== Segment start ==

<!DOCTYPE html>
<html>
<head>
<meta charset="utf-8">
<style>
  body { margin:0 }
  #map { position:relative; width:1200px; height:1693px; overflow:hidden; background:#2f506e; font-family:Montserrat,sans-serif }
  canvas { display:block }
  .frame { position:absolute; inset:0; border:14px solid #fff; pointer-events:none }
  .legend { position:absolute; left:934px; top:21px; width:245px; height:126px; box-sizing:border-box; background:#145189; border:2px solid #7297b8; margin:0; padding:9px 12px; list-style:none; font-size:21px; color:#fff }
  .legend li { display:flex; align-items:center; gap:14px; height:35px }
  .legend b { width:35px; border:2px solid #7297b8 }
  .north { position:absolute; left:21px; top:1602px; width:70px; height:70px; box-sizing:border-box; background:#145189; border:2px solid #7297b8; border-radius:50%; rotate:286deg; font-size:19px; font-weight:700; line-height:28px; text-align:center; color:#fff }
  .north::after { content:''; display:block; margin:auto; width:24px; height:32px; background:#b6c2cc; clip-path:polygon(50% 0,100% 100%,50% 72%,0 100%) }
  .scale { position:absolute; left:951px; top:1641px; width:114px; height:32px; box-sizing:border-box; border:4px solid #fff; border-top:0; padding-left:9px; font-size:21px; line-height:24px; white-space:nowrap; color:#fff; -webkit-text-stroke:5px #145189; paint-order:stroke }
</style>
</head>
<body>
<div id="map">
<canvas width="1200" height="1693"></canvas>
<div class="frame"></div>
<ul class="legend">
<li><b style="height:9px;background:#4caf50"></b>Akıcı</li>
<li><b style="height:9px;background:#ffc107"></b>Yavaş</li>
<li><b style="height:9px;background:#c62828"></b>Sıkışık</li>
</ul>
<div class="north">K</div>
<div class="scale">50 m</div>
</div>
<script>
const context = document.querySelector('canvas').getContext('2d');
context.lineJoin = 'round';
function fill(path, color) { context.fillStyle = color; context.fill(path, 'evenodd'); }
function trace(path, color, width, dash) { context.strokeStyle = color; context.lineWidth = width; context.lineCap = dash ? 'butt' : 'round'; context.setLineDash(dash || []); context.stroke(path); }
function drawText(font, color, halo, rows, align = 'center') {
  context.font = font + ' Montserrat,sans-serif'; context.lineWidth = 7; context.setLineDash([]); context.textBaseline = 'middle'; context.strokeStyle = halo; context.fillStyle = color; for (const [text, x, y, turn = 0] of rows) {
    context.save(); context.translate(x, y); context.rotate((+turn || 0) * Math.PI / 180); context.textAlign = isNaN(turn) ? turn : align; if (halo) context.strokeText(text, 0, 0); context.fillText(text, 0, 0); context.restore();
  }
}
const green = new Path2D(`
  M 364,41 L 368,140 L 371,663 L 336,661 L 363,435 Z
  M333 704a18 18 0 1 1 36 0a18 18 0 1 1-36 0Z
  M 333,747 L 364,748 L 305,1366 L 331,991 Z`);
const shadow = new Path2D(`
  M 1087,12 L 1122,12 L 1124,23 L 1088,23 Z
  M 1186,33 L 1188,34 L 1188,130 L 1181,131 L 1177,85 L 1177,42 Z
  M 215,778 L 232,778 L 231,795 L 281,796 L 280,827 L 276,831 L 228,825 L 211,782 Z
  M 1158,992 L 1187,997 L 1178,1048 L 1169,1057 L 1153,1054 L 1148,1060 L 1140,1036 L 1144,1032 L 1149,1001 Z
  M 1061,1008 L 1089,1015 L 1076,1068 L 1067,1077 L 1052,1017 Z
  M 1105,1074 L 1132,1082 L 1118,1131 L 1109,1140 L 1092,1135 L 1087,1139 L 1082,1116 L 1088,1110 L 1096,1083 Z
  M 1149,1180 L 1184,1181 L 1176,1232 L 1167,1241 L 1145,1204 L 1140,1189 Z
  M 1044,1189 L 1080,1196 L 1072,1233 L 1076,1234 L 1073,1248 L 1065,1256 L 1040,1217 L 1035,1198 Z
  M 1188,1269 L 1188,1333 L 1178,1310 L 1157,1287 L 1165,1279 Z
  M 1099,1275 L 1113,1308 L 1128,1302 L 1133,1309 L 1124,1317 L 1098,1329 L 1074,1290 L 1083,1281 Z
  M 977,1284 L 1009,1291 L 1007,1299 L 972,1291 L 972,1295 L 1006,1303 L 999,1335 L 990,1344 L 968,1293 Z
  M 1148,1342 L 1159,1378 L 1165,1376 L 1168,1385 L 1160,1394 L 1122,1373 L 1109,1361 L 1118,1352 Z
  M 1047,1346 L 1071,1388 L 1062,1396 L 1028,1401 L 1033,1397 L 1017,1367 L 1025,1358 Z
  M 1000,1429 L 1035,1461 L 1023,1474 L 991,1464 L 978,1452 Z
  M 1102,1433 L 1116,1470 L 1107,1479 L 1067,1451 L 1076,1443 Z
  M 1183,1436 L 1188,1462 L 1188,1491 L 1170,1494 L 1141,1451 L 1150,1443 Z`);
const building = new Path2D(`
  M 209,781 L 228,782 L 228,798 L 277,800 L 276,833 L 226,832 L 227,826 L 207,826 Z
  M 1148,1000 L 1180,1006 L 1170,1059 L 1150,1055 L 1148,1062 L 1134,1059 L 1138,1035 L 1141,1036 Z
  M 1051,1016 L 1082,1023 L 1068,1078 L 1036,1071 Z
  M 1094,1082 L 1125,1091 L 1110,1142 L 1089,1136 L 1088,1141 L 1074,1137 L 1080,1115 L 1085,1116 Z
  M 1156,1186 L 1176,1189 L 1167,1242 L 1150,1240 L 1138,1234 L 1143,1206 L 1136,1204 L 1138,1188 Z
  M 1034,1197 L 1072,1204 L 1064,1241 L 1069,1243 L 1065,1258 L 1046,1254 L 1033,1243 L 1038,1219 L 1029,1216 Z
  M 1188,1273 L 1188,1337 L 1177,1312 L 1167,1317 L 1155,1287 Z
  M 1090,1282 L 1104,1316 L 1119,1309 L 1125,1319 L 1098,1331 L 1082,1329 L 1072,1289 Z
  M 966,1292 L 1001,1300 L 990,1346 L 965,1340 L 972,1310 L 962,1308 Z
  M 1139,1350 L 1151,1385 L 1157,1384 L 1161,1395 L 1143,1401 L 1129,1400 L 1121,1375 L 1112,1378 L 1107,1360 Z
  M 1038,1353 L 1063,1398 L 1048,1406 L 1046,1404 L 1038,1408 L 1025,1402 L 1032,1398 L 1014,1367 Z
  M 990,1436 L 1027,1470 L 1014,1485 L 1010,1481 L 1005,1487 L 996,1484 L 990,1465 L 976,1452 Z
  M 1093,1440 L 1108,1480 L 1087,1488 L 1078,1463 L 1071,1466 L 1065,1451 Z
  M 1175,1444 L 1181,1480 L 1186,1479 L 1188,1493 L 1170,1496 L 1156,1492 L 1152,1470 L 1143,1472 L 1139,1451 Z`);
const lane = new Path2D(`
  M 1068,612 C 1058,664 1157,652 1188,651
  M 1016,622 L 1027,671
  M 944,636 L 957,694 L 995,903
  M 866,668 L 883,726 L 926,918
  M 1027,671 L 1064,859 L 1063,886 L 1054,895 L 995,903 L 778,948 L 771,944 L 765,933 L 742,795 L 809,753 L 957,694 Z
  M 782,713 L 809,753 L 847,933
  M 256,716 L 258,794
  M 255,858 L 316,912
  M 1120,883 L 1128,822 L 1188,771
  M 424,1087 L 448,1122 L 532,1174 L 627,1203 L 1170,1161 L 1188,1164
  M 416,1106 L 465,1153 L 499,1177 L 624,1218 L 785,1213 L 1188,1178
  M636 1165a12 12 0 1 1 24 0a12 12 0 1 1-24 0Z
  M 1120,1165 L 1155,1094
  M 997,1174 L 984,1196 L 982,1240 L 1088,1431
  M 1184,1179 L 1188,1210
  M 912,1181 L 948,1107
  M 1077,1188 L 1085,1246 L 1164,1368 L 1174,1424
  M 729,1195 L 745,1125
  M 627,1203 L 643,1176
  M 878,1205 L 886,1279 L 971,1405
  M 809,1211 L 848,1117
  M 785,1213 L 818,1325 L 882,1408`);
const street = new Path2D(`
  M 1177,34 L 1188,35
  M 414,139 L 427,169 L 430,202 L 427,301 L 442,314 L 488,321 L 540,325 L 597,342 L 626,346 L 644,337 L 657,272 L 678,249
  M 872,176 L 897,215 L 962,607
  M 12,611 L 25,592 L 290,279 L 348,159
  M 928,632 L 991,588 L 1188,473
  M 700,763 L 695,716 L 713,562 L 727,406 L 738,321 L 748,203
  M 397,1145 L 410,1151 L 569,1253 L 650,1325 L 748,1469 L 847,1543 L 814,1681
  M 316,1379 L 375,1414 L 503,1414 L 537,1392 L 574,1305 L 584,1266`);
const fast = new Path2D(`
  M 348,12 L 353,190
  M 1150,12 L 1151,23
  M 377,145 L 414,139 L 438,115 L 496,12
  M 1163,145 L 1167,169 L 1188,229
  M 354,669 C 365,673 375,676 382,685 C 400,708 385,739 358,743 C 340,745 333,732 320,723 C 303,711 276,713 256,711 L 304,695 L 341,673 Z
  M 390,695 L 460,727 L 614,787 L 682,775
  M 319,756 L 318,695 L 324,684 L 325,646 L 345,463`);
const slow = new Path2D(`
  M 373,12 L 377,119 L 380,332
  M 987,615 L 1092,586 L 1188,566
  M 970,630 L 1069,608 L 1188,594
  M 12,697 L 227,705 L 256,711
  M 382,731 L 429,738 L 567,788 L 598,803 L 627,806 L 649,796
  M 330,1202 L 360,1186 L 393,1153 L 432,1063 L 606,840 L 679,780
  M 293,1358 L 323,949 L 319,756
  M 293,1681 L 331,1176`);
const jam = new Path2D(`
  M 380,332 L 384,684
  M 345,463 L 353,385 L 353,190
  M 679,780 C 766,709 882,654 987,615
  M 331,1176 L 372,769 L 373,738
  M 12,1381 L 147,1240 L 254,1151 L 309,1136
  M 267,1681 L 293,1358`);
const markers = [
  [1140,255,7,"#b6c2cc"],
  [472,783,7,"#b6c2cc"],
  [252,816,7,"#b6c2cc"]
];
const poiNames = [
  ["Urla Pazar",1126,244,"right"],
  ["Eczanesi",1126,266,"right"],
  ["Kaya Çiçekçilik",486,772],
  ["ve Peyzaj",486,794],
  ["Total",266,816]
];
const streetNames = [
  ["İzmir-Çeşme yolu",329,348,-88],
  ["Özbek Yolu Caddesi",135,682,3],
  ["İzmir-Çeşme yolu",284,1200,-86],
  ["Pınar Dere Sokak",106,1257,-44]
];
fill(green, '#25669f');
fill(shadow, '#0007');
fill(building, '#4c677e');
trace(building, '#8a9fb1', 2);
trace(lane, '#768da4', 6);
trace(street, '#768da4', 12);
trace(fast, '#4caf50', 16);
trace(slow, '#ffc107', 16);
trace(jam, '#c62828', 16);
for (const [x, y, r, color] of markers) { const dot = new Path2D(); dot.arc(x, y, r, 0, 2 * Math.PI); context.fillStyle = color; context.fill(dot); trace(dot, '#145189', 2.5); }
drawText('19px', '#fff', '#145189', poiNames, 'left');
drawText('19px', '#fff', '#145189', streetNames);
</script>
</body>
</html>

== Segment end ==

# Your objective
From the entries above, write out only the lines starting at the line that holds "function drawText(font, color, halo, rows, align" and ending at the line that holds "context.font = font", keeping both and matching them exactly.

# Solution to this problem
function drawText(font, color, halo, rows, align = 'center') {
  context.font = font + ' Montserrat,sans-serif'; context.lineWidth = 7; context.setLineDash([]); context.textBaseline = 'middle'; context.strokeStyle = halo; context.fillStyle = color; for (const [text, x, y, turn = 0] of rows) {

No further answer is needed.